The answer must be every line below that contains the string "turn".
BEGIN INPUT MATERIAL
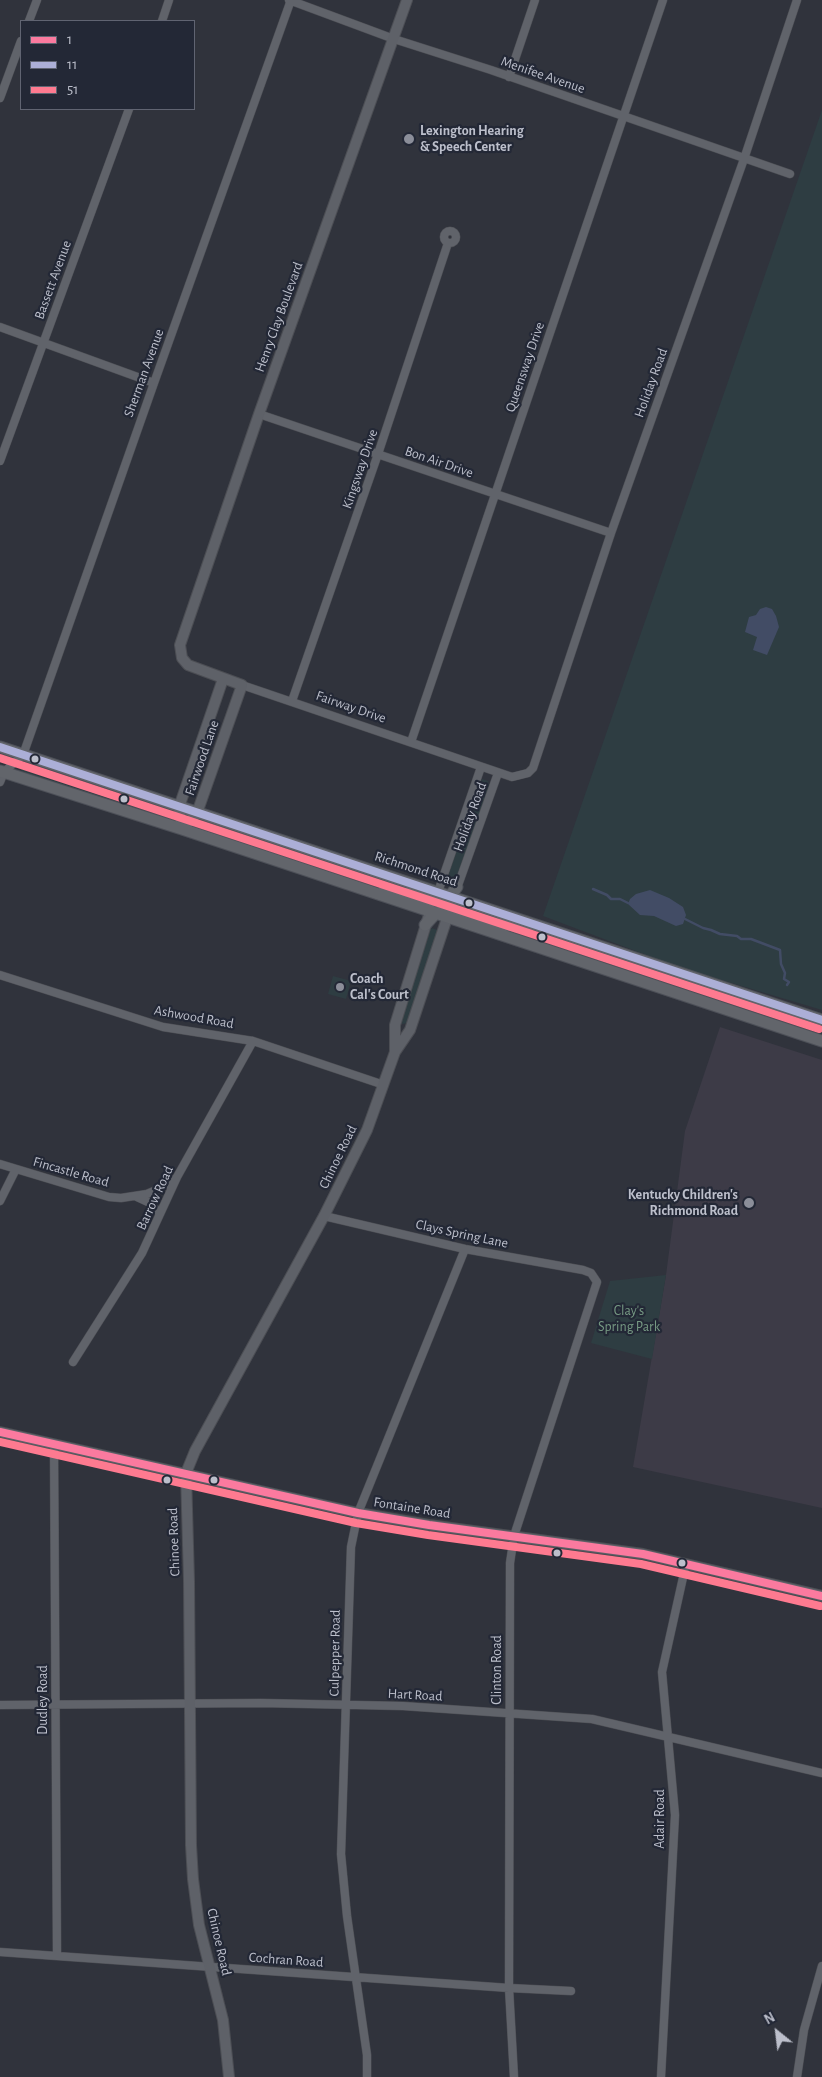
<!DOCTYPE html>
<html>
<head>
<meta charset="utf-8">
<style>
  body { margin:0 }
  #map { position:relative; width:822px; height:2077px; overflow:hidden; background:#30333c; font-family:"Alegreya Sans",sans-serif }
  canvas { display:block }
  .legend { position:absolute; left:20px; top:20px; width:175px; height:90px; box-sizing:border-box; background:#232836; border:1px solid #606472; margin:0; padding:6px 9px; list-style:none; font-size:15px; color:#bcbfcb }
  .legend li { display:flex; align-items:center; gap:10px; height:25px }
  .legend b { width:25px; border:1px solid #606472 }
  .north { position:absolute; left:752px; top:2007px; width:50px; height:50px; -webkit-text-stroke:4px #232836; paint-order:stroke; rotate:331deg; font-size:14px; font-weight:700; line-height:20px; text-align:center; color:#bcbfcb }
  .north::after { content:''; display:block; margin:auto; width:18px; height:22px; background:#bcbfcb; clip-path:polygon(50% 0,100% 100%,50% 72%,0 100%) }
</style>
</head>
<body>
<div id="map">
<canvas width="822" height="2077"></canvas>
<ul class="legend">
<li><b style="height:6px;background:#fb7a9f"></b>1</li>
<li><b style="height:6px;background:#acafd7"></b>11</li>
<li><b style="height:6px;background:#fe7a90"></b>51</li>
</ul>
<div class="north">N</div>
</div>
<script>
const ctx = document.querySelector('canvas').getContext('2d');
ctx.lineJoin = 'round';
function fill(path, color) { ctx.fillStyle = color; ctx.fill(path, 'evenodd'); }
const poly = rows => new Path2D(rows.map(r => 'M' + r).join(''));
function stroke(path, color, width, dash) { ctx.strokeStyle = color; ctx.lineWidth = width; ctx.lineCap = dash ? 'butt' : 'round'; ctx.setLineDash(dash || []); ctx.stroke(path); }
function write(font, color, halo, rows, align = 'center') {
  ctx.font = font + ' "Alegreya Sans",sans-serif'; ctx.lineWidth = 4.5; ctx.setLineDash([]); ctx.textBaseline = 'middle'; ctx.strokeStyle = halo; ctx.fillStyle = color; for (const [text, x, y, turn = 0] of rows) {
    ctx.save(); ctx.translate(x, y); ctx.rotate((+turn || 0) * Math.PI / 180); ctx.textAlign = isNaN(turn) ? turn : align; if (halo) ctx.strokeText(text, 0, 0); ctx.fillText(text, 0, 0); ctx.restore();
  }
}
const medical = poly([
  [720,1027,822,1060,822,1508,633,1467,666,1275,685,1131]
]);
const green = poly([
  [822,110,822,1010,678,967,543,916],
  [23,763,174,811,177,813,176,821,173,822,22,772,20,767],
  [482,779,488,781,489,786,456,884,455,885,448,884,446,881],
  [196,820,199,820,431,896,357,883,194,829,192,824],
  [431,928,438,930,408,1023,402,1024,400,1022],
  [546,936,675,977,680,981,679,985,675,987,544,944],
  [333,976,351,981,346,999,328,994],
  [691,983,822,1026,822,1037,687,990,688,985],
  [666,1275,652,1359,591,1343,610,1281]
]);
const water = poly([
  [766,607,772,609,776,616,779,627,767,655,753,650,757,637,745,632,749,617,756,615,760,609],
  [650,890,669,898,683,907,686,915,683,924,676,926,654,916,640,915,628,904,630,899,636,894]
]);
const stream = poly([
  [593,889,607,895,611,899,620,899,628,903],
  [685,919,703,928,711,930,720,934,737,936,741,939,751,939,780,950,781,964,785,973,784,979,789,982,787,985]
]);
const street = poly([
  [289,0,394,39,491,70,790,174],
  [29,21,37,0],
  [162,21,169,0],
  [509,77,535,0],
  [0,98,21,41],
  '444 237a6 6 0 1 1 12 0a6 6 0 1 1-12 0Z',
  [0,327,154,383],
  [259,414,611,533],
  [0,461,129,109],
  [242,685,512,777,528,773,533,768,611,533,744,159,797,0],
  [292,701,378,454,448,243],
  [411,742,663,0],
  [0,782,4,772,23,755,154,383,291,0],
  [456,891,498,773],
  [438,892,481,767],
  [0,975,163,1027,253,1041,384,1085],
  [0,1164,109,1197,121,1198,147,1194,161,1188,176,1178],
  [137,1197,150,1203,160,1214],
  [0,1201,16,1169],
  [324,1216,465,1249,583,1270,591,1273,597,1282,514,1536,510,1563,509,1988,514,2077],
  [73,1362,142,1253,177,1177,253,1041],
  [54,1444,57,1956],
  [0,1705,261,1703,403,1706,592,1719,822,1773],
  [0,1952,509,1988,571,1991],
  [367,2077,367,2055,347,1916,341,1854,351,1547,358,1513,465,1249],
  [661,2077,675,1815,662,1672,686,1564],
  [797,2077,804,2030,822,1966]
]);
const secondary = poly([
  [182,829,197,813,242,685,188,665,182,658,180,645,259,414,407,0],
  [182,829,179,807,223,679],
  [395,1051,395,1025,428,918],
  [0,1432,358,1513,429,1525,643,1554,822,1596],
  [229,2077,223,2020,199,1925,193,1879,191,1845,189,1581,186,1473,195,1451,324,1216,367,1130,395,1052,410,1030,454,897]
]);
const primary = poly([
  [0,747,822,1020],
  [0,771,182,829,822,1041],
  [383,892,410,894,429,901,439,901,448,898,457,887],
  [425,925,436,913,447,910,496,924,528,927]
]);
const bus1 = poly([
  [0,1432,358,1513,429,1525,643,1554,822,1596]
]);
const bus2 = poly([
  [0,747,822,1020]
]);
const bus3 = poly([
  [0,758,819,1029],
  [0,1442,356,1523,428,1535,641,1564,820,1606]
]);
const markers = [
  [409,139,6,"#8b8e99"],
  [35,759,4.5,"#bcbfcb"],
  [124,799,4.5,"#bcbfcb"],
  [469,903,4.5,"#bcbfcb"],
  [542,937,4.5,"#bcbfcb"],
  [340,987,5,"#8b8e99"],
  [749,1203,6,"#8b8e99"],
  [167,1480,4.5,"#bcbfcb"],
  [214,1480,4.5,"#bcbfcb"],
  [557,1553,4.5,"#bcbfcb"],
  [682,1563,4.5,"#bcbfcb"]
];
const streetNames = [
  ["Menifee Avenue",543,75,19],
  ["Bassett Avenue",53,280,-70],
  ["Henry Clay Boulevard",279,317,-70],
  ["Queensway Drive",525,367,-71],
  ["Sherman Avenue",144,373,-70],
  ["Holiday Road",651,383,-70],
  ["Bon Air Drive",439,462,19],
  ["Kingsway Drive",360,469,-71],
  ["Fairway Drive",351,707,19],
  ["Fairwood Lane",202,758,-71],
  ["Holiday Road",470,817,-70],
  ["Richmond Road",416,869,18],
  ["Ashwood Road",194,1017,10],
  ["Chinoe Road",338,1157,-64],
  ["Fincastle Road",71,1172,16],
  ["Barrow Road",155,1198,-65],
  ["Clays Spring Lane",462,1234,12],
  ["Fontaine Road",412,1508,9],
  ["Chinoe Road",174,1542,-92],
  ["Culpepper Road",335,1653,-89],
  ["Clinton Road",497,1670,-90],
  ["Hart Road",415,1695,3],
  ["Dudley Road",43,1700,-90],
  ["Adair Road",660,1819,-90],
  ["Chinoe Road",219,1942,77],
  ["Cochran Road",286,1960,4]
];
const poiNames = [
  ["Lexington Hearing",420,131],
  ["& Speech Center",420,147],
  ["Coach",350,979],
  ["Cal's Court",350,995],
  ["Kentucky Children's",738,1195,"right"],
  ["Richmond Road",738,1211,"right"]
];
const parkNames = [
  ["Clay's",629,1311],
  ["Spring Park",629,1327]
];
fill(medical, '#3d3b47');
fill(green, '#2e3d42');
fill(water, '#424c65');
stroke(stream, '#424c65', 2.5);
stroke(street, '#4c4e54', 9);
stroke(secondary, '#4c4e54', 12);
stroke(primary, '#4d5058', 13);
stroke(street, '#60636a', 8);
stroke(secondary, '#5e6168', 10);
stroke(primary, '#62656b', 11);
stroke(bus1, '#fb7a9f', 8);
stroke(bus2, '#acafd7', 8);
stroke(bus3, '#fe7a90', 8);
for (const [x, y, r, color] of markers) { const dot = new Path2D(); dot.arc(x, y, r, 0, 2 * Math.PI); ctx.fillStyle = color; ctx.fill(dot); stroke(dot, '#232836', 2); }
write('14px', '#bcbfcb', '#232836', streetNames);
write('bold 14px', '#bcbfcb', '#232836', poiNames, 'left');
write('14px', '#769983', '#232836', parkNames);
</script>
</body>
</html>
END INPUT MATERIAL
EXERCISE ANSWER |
  ctx.font = font + ' "Alegreya Sans",sans-serif'; ctx.lineWidth = 4.5; ctx.setLineDash([]); ctx.textBaseline = 'middle'; ctx.strokeStyle = halo; ctx.fillStyle = color; for (const [text, x, y, turn = 0] of rows) {
    ctx.save(); ctx.translate(x, y); ctx.rotate((+turn || 0) * Math.PI / 180); ctx.textAlign = isNaN(turn) ? turn : align; if (halo) ctx.strokeText(text, 0, 0); ctx.fillText(text, 0, 0); ctx.restore();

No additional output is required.